The State prosecution and the defendants in the case of deportations of refugees from Montenegro to Republika Srpska in 1992 presented their cases in front of the Appellate Court on Friday in Podgorica.
The Appellate Court organized a session after both the state prosecutor and the victims’ families appealed the acquittal in March 2011 of nine former policemen indicted for deportation of Bosniak and Bosnian Serb refugees from Montenegro to Republika Srpska.
The statement of reasons in the first instance verdict states that indictees were acquitted because Montenegro was not involved in an international conflict with Bosnia and Herzegovina, and because as police officers they were not part of military forces.
Although rejecting it as a war crime, the verdict stated that deportation of refugees from Bosnia and Herzegovina did occur and it was against the law.
Both appeals presented at the Friday’s session argue that indicted police officers have put themselves at a disposal to the military forces of Republika Srpska, therefore diminishing the strength of the argument that they were not subjected to the Montenegrin military command.
However, state prosecutor and victims’ families have different views on the character of the conflict.
The state prosecutor argues that nine indictees, being allied with Republika Srpska, were involved in an internal conflict in Bosnia and Herzegovina.
On the other hand, families of two victims appealed the verdict’s findings that there was no international conflict and called for the implementation of international law.
The defence teams repeated their original arguments that there was no state of war in the Federal Republic of Yugoslavia at the time of the deportations.

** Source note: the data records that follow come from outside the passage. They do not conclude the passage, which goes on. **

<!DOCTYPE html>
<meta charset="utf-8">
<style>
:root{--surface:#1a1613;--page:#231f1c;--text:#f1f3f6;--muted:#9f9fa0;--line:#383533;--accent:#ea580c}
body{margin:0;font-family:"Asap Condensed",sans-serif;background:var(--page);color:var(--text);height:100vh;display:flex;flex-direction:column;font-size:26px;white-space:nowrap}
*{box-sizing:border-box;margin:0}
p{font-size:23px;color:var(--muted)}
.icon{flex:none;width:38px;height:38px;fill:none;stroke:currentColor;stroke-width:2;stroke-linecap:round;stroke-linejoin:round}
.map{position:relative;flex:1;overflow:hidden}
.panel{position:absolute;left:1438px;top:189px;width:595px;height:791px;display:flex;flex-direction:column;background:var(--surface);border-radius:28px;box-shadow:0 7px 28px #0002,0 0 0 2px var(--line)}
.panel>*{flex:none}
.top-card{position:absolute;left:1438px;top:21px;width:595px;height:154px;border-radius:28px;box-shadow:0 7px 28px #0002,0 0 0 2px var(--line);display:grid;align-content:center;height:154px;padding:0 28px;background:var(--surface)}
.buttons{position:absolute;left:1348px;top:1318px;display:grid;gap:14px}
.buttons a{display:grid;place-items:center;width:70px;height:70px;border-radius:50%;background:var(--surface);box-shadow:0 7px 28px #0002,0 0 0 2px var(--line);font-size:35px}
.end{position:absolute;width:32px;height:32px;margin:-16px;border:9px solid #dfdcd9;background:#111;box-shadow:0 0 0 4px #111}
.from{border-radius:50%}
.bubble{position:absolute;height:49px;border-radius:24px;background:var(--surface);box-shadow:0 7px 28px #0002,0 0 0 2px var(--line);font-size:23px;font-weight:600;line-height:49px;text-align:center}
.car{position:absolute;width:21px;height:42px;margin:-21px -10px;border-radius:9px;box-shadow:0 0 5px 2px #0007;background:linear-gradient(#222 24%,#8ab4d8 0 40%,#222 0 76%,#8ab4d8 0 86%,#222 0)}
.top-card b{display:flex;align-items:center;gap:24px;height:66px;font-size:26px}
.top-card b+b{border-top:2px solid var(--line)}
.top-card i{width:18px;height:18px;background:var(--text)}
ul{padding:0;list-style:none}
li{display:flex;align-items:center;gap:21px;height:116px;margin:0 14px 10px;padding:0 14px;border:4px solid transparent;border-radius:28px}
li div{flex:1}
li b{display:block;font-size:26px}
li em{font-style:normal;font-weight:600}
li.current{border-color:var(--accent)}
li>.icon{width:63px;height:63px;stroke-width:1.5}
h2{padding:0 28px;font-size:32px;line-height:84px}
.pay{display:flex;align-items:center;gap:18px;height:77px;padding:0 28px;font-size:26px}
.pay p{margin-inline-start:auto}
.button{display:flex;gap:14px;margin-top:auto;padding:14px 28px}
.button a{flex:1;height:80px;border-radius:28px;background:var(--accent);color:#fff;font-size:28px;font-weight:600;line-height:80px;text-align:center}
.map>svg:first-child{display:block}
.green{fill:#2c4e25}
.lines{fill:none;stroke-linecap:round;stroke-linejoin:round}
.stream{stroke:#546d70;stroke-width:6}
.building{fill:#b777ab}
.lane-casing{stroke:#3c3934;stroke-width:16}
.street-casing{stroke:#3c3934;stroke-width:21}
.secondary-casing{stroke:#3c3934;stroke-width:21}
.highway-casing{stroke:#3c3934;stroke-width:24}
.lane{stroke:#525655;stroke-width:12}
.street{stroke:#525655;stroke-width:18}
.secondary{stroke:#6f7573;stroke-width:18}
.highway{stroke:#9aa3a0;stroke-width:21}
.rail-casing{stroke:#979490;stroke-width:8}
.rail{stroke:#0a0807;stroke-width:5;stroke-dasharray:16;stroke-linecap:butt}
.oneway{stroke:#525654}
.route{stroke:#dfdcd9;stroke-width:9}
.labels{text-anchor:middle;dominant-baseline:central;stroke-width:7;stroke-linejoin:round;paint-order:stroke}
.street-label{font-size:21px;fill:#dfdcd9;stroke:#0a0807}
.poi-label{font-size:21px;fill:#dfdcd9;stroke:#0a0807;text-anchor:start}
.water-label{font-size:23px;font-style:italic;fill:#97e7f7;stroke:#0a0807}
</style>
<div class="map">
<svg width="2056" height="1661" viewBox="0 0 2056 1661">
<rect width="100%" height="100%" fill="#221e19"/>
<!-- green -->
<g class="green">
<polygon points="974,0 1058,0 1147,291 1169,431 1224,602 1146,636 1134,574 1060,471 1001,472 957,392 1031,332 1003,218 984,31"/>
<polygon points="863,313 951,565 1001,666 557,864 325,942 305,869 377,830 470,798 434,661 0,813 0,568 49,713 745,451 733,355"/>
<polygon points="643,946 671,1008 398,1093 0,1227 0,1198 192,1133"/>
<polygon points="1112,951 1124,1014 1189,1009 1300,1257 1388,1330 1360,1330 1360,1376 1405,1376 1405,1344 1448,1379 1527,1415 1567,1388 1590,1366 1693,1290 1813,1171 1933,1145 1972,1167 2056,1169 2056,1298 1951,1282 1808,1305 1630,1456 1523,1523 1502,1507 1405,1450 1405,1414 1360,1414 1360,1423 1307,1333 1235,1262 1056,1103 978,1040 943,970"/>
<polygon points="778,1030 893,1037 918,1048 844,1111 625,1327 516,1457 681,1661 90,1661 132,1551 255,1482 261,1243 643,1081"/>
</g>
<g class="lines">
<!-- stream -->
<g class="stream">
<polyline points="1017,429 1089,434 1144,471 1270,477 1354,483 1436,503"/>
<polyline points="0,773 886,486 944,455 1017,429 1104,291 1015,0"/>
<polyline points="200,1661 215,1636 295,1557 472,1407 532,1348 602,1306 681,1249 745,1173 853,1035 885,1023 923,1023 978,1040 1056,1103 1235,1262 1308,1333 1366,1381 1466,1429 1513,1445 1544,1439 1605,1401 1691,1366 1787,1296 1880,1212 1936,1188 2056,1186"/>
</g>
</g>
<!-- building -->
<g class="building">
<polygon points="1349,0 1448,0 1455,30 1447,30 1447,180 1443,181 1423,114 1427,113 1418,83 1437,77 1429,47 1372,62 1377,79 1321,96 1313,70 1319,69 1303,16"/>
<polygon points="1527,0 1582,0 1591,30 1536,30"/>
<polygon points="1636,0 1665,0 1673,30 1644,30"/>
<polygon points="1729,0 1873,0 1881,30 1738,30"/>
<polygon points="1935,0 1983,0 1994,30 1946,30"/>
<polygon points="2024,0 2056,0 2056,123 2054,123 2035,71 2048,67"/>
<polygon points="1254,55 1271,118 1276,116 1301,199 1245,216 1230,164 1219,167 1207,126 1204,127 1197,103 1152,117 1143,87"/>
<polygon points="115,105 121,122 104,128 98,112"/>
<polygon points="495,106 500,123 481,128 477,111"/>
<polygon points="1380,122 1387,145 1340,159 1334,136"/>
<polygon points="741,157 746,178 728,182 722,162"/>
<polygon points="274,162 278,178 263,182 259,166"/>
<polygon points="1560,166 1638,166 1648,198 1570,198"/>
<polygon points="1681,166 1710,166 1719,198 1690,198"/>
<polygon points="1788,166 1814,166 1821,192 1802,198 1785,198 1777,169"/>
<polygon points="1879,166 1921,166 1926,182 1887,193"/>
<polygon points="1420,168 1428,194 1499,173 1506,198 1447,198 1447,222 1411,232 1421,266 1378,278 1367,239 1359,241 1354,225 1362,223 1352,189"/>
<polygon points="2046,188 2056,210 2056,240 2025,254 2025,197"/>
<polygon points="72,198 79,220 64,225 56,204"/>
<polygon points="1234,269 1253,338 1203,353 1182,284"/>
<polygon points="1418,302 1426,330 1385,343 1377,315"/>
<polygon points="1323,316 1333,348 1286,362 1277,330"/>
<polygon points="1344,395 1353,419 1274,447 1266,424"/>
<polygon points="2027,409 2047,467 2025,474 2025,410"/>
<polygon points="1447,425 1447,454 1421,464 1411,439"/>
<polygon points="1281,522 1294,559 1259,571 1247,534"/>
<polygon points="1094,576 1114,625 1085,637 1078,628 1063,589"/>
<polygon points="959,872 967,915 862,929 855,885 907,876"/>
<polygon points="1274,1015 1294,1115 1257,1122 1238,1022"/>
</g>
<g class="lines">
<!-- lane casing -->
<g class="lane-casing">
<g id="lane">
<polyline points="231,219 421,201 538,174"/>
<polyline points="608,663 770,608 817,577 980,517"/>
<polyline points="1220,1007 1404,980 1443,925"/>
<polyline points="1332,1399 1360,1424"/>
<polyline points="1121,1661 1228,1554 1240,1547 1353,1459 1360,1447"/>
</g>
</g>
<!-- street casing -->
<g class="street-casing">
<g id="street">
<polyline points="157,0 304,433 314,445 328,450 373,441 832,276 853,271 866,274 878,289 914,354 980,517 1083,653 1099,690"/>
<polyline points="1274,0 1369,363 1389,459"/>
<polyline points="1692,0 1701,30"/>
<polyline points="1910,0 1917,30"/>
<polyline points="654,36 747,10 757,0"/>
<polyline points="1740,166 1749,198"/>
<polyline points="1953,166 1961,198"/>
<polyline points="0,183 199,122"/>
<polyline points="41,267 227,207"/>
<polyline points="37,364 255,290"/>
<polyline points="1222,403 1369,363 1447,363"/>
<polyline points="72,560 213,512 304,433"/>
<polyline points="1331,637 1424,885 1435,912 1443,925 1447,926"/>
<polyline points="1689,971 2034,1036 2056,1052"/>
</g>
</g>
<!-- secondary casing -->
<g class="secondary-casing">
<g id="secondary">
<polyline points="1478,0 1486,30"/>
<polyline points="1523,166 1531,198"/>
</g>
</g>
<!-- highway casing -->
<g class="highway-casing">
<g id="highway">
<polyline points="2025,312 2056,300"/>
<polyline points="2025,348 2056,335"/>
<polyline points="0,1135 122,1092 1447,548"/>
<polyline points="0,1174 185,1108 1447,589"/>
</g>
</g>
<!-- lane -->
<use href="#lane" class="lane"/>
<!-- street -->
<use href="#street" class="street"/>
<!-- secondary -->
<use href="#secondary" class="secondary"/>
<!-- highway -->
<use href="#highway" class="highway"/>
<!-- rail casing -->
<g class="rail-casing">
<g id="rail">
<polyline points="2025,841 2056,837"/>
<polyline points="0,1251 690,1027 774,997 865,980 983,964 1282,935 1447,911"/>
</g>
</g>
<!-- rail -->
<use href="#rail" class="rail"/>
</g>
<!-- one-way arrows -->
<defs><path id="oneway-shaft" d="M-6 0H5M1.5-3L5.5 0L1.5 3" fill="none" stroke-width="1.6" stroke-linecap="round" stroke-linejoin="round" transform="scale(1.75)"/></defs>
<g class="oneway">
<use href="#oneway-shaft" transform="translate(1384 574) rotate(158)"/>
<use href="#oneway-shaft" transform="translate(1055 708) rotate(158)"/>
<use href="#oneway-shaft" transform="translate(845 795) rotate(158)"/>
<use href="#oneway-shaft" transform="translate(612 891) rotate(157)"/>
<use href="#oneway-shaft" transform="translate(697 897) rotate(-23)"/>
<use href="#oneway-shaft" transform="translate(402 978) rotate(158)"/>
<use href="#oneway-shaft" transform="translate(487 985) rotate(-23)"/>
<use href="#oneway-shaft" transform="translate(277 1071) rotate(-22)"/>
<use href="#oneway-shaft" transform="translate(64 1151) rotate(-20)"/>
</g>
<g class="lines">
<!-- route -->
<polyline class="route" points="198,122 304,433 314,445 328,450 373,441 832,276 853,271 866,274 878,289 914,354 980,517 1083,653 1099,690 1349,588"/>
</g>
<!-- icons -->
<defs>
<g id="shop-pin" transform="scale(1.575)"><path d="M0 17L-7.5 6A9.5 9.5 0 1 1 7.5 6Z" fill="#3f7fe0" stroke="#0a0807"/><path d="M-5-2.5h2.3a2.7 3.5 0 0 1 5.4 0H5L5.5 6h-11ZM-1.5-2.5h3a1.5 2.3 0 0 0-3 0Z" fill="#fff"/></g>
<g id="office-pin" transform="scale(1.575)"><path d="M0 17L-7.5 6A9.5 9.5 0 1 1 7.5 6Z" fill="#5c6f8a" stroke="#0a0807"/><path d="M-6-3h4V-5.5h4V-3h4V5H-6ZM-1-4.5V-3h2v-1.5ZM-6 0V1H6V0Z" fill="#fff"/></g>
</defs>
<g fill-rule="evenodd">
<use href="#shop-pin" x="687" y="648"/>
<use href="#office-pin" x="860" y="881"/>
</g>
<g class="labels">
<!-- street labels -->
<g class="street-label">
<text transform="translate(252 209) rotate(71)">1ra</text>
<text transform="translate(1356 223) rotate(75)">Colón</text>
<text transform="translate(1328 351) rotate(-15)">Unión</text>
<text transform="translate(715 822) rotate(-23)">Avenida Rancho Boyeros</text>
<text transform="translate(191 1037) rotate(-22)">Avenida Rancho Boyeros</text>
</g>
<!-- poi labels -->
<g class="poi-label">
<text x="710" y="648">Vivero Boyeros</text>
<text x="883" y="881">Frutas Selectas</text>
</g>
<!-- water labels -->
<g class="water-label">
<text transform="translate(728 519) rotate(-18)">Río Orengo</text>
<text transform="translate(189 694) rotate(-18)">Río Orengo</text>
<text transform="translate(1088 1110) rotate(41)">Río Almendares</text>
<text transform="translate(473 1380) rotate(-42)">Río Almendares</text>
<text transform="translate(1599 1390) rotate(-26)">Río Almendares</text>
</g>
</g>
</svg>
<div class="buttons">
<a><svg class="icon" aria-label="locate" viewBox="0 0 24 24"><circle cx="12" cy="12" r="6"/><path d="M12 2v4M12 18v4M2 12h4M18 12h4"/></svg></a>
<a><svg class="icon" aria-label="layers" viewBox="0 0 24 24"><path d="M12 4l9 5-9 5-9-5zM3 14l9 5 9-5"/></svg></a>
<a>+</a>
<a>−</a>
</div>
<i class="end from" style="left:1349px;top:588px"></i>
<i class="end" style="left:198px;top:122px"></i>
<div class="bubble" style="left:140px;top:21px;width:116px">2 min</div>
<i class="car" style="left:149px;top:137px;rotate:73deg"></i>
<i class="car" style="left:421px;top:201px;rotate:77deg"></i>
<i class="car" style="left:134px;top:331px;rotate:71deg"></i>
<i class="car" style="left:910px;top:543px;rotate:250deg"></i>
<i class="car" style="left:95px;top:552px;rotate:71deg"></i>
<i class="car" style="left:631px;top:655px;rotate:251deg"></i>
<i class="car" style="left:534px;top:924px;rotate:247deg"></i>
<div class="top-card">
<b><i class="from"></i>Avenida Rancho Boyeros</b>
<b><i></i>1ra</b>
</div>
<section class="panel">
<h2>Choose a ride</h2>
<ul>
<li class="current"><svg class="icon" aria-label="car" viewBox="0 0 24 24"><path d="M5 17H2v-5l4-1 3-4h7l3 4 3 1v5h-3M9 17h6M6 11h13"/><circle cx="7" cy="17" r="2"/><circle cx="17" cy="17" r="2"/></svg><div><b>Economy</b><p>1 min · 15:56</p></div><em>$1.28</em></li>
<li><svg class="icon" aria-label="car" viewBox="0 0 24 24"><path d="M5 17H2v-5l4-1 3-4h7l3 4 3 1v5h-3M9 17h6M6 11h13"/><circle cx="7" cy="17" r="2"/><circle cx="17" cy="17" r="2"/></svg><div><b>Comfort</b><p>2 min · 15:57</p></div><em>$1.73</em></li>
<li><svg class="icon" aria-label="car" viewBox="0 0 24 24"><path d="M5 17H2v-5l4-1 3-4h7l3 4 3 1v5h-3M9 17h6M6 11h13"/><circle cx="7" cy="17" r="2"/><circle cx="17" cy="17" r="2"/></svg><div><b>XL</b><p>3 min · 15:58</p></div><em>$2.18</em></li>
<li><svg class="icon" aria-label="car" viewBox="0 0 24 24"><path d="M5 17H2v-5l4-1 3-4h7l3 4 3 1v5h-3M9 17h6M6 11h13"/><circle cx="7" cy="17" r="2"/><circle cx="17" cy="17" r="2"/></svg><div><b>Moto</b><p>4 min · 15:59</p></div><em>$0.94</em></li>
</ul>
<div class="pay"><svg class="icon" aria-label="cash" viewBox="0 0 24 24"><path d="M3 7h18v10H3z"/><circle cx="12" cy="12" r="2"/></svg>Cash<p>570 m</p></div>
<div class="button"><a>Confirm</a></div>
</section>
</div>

They have also raised an issue of command responsibility, stating that indictees did not have capacity to be involved in an armed conflict without help of the state.
Deportations took place in the spring of 1992. According to the unconfirmed information, more than 150 of refugees from Bosnia and Herzegovina, both Bosniaks and Serbs, were arrested and handed-over to the authorities of Republika Srpska. Documentary "Hero of Our Age", the work of journalist Semsudin Radoncic, argues that 85 of them were killed after being deported.
Appellate Court in Podgorica will announce its decision whether to allow appeals to go ahead in the next few days.